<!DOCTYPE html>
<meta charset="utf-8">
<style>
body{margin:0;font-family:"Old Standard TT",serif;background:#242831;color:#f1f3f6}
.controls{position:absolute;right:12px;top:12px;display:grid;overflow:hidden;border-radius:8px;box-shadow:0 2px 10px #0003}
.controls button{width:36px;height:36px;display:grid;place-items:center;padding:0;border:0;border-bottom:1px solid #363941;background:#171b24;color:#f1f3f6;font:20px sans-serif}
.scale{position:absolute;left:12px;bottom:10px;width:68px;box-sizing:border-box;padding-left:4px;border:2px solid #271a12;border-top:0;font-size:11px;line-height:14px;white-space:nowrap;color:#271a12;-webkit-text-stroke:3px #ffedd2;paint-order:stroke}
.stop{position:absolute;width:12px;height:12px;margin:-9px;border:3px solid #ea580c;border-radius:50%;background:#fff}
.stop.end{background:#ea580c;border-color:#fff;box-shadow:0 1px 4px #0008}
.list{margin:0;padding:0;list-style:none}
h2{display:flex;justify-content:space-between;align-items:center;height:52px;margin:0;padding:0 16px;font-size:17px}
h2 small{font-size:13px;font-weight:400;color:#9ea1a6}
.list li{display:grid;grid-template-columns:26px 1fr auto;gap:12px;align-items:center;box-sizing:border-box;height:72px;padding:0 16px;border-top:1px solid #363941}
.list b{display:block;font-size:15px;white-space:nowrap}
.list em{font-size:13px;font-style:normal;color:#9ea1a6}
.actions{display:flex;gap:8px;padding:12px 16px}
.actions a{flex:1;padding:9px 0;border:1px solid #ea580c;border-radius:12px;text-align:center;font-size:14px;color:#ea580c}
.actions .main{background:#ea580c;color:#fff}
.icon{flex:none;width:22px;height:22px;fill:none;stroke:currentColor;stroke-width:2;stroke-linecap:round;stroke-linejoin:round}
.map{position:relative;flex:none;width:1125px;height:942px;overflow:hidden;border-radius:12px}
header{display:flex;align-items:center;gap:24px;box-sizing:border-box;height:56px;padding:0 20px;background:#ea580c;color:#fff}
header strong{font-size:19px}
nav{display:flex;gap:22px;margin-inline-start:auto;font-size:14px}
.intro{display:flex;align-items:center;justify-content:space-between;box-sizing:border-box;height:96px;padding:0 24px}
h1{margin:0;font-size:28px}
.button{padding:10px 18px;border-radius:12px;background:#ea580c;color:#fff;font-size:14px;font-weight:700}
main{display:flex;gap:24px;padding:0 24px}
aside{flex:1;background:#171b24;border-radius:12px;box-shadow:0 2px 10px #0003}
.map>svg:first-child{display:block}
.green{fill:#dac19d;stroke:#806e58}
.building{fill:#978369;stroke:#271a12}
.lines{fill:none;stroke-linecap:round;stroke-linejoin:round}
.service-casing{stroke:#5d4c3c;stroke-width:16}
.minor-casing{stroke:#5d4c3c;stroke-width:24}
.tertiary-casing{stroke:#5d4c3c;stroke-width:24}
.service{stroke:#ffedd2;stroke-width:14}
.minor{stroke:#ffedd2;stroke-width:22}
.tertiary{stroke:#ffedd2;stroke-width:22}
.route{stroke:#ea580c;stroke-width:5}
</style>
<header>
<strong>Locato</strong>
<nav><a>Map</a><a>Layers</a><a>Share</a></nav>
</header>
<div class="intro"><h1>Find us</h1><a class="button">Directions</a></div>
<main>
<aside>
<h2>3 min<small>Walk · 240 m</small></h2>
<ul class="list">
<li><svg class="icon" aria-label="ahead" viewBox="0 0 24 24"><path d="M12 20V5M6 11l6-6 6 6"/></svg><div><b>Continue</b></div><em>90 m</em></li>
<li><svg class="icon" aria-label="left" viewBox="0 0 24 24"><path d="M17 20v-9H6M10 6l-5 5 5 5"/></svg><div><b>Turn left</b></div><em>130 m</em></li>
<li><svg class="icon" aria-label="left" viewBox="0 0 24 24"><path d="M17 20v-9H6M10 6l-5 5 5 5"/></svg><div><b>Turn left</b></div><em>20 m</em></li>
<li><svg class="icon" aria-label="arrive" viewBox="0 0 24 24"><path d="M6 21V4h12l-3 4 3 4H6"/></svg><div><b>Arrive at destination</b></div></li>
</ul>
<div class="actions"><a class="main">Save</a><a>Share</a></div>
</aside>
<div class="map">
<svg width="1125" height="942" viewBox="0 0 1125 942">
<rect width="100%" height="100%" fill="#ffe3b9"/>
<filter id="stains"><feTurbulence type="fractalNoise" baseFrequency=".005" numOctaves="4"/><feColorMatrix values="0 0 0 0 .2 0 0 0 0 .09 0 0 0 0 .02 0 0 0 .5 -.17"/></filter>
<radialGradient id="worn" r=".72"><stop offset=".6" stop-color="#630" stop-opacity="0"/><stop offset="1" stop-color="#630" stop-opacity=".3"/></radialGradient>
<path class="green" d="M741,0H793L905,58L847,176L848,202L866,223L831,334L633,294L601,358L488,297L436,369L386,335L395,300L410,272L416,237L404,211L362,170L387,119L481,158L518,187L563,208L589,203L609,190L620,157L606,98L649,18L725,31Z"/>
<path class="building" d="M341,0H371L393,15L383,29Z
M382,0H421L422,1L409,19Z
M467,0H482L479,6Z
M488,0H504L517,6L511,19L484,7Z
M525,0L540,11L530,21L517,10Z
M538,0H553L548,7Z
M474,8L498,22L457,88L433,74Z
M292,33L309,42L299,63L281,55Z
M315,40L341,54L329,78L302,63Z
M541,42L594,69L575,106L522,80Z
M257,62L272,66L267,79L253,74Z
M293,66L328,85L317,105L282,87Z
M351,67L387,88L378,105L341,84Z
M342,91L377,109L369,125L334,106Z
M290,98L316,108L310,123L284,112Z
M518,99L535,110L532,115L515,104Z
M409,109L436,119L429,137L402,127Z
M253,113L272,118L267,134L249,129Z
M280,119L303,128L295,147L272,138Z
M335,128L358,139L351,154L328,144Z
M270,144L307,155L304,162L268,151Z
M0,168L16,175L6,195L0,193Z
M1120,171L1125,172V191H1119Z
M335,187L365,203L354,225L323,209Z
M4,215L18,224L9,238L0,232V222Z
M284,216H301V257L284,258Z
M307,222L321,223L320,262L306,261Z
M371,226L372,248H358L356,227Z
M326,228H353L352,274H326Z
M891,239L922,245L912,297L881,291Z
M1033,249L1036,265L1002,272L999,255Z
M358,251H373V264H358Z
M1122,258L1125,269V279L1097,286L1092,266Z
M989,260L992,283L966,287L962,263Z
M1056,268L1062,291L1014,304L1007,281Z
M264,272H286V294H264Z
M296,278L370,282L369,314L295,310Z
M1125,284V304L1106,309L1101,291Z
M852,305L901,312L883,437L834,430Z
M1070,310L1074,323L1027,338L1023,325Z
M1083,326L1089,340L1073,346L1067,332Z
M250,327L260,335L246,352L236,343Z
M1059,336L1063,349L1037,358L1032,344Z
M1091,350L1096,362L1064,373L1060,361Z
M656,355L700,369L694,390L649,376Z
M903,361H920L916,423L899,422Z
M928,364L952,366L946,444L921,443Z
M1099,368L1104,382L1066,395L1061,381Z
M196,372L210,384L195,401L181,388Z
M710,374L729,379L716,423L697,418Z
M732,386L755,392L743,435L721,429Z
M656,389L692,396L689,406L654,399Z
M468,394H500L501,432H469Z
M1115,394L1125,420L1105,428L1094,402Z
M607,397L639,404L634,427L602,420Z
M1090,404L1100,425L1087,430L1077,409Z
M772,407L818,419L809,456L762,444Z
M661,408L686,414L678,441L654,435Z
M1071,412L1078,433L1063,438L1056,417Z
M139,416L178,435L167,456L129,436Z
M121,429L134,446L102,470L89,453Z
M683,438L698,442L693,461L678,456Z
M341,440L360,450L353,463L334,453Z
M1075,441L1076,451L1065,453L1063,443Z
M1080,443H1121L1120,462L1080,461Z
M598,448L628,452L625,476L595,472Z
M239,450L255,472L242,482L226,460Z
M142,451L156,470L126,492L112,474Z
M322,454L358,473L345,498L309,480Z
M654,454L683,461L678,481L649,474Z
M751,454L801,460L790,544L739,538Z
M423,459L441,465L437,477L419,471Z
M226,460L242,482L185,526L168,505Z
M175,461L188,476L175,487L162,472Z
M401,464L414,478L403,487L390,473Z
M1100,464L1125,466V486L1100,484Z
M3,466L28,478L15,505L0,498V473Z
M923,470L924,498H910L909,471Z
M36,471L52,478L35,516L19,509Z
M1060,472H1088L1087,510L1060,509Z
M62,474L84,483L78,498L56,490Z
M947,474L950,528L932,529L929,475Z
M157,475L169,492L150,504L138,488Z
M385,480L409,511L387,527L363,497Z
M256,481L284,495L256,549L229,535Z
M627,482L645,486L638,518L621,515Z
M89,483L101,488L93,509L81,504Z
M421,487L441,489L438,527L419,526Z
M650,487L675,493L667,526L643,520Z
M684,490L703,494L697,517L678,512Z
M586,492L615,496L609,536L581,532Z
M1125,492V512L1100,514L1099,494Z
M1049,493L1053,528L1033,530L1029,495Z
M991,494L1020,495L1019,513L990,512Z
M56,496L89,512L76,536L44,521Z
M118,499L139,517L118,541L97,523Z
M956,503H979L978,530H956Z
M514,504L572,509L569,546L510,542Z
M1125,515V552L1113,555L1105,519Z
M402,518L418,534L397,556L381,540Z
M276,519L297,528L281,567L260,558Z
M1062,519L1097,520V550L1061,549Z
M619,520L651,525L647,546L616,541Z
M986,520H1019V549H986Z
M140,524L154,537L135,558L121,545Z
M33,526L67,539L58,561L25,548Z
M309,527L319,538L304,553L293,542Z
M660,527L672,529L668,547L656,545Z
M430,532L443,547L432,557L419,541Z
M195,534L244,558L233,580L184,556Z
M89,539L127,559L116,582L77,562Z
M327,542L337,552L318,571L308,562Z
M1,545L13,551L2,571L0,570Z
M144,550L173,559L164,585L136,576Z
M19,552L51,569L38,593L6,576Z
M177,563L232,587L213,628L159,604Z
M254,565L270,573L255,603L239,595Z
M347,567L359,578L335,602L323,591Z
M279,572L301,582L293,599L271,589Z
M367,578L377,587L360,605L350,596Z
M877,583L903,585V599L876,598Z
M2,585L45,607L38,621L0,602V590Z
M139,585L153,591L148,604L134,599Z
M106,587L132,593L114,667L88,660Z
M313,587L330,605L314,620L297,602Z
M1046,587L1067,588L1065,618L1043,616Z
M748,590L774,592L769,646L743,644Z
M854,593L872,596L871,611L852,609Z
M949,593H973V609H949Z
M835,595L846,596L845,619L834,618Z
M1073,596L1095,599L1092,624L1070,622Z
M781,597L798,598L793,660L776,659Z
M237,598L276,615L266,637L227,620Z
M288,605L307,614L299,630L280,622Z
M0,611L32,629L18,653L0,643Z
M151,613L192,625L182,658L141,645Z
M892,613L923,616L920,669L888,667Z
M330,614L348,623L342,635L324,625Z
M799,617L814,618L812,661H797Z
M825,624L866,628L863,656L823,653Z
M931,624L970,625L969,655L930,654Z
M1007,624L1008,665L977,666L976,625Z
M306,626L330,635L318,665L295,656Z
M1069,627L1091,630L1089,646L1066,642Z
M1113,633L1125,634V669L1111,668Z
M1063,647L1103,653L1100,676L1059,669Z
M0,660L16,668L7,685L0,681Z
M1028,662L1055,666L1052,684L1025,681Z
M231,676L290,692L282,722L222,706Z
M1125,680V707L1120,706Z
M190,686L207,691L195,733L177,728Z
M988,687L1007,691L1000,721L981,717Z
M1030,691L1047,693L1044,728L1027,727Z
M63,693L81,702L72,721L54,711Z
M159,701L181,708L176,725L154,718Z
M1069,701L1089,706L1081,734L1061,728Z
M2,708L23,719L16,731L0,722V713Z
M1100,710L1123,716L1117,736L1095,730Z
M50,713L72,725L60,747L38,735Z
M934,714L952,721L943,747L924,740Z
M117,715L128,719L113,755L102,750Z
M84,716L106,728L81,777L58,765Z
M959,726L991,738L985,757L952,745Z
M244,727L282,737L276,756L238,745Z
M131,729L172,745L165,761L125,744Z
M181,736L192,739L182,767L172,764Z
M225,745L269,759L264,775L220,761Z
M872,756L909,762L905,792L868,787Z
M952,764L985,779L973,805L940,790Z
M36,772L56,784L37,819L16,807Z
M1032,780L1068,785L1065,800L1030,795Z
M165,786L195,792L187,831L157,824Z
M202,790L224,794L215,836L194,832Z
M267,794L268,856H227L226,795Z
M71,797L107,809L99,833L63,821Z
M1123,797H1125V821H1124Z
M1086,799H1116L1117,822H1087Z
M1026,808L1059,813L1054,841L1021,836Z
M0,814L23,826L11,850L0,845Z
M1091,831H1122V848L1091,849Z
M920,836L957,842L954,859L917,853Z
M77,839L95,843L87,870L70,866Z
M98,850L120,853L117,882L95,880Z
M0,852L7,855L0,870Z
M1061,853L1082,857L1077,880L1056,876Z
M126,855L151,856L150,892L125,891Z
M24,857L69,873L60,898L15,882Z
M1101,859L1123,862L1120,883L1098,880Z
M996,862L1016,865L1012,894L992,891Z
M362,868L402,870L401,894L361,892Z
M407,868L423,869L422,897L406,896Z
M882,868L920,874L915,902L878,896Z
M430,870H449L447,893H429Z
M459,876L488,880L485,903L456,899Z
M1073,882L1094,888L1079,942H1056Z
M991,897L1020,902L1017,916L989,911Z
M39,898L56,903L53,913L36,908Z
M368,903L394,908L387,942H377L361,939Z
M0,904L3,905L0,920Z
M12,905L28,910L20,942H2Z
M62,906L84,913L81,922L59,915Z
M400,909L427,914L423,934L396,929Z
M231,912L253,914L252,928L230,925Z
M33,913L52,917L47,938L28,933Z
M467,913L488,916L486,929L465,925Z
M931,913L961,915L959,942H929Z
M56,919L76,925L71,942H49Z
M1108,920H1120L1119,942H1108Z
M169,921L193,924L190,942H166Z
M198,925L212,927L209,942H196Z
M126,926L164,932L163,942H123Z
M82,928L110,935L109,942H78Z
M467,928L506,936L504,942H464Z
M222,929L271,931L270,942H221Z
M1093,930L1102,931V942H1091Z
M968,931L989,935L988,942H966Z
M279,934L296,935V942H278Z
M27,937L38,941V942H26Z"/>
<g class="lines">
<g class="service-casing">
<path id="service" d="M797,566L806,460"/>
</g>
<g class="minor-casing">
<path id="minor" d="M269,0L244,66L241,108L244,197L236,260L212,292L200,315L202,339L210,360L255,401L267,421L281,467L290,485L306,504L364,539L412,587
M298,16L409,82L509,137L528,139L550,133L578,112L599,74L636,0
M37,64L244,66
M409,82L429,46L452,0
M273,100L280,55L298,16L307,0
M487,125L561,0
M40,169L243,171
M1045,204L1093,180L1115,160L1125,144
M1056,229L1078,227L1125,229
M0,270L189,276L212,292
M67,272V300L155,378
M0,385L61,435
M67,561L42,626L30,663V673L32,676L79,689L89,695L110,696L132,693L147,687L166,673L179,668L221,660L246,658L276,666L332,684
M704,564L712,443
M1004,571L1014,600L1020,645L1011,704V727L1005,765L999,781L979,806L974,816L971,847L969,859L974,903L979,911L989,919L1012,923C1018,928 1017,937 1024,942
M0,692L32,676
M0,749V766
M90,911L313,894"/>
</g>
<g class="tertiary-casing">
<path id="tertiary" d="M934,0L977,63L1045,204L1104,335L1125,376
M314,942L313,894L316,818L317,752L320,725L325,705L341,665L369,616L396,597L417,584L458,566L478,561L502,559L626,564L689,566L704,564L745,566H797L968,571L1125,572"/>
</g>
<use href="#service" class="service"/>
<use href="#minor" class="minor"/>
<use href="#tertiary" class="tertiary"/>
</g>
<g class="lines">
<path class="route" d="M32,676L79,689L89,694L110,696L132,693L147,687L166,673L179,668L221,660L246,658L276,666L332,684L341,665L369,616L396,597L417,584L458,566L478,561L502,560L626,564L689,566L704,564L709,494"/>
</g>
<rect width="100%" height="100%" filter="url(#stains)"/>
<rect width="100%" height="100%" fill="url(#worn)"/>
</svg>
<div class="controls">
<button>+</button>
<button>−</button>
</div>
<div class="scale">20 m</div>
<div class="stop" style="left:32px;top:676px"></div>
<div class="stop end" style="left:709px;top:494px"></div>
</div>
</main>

**Problem requirements**.
Copy the records above exactly, beginning at the line that contains "M474,8L498,22L457,88L433,74Z" and stopping after the line that contains "M401,464L414,478L403,487L390,473Z".

**Solution for this exercise**.
M474,8L498,22L457,88L433,74Z
M292,33L309,42L299,63L281,55Z
M315,40L341,54L329,78L302,63Z
M541,42L594,69L575,106L522,80Z
M257,62L272,66L267,79L253,74Z
M293,66L328,85L317,105L282,87Z
M351,67L387,88L378,105L341,84Z
M342,91L377,109L369,125L334,106Z
M290,98L316,108L310,123L284,112Z
M518,99L535,110L532,115L515,104Z
M409,109L436,119L429,137L402,127Z
M253,113L272,118L267,134L249,129Z
M280,119L303,128L295,147L272,138Z
M335,128L358,139L351,154L328,144Z
M270,144L307,155L304,162L268,151Z
M0,168L16,175L6,195L0,193Z
M1120,171L1125,172V191H1119Z
M335,187L365,203L354,225L323,209Z
M4,215L18,224L9,238L0,232V222Z
M284,216H301V257L284,258Z
M307,222L321,223L320,262L306,261Z
M371,226L372,248H358L356,227Z
M326,228H353L352,274H326Z
M891,239L922,245L912,297L881,291Z
M1033,249L1036,265L1002,272L999,255Z
M358,251H373V264H358Z
M1122,258L1125,269V279L1097,286L1092,266Z
M989,260L992,283L966,287L962,263Z
M1056,268L1062,291L1014,304L1007,281Z
M264,272H286V294H264Z
M296,278L370,282L369,314L295,310Z
M1125,284V304L1106,309L1101,291Z
M852,305L901,312L883,437L834,430Z
M1070,310L1074,323L1027,338L1023,325Z
M1083,326L1089,340L1073,346L1067,332Z
M250,327L260,335L246,352L236,343Z
M1059,336L1063,349L1037,358L1032,344Z
M1091,350L1096,362L1064,373L1060,361Z
M656,355L700,369L694,390L649,376Z
M903,361H920L916,423L899,422Z
M928,364L952,366L946,444L921,443Z
M1099,368L1104,382L1066,395L1061,381Z
M196,372L210,384L195,401L181,388Z
M710,374L729,379L716,423L697,418Z
M732,386L755,392L743,435L721,429Z
M656,389L692,396L689,406L654,399Z
M468,394H500L501,432H469Z
M1115,394L1125,420L1105,428L1094,402Z
M607,397L639,404L634,427L602,420Z
M1090,404L1100,425L1087,430L1077,409Z
M772,407L818,419L809,456L762,444Z
M661,408L686,414L678,441L654,435Z
M1071,412L1078,433L1063,438L1056,417Z
M139,416L178,435L167,456L129,436Z
M121,429L134,446L102,470L89,453Z
M683,438L698,442L693,461L678,456Z
M341,440L360,450L353,463L334,453Z
M1075,441L1076,451L1065,453L1063,443Z
M1080,443H1121L1120,462L1080,461Z
M598,448L628,452L625,476L595,472Z
M239,450L255,472L242,482L226,460Z
M142,451L156,470L126,492L112,474Z
M322,454L358,473L345,498L309,480Z
M654,454L683,461L678,481L649,474Z
M751,454L801,460L790,544L739,538Z
M423,459L441,465L437,477L419,471Z
M226,460L242,482L185,526L168,505Z
M175,461L188,476L175,487L162,472Z
M401,464L414,478L403,487L390,473Z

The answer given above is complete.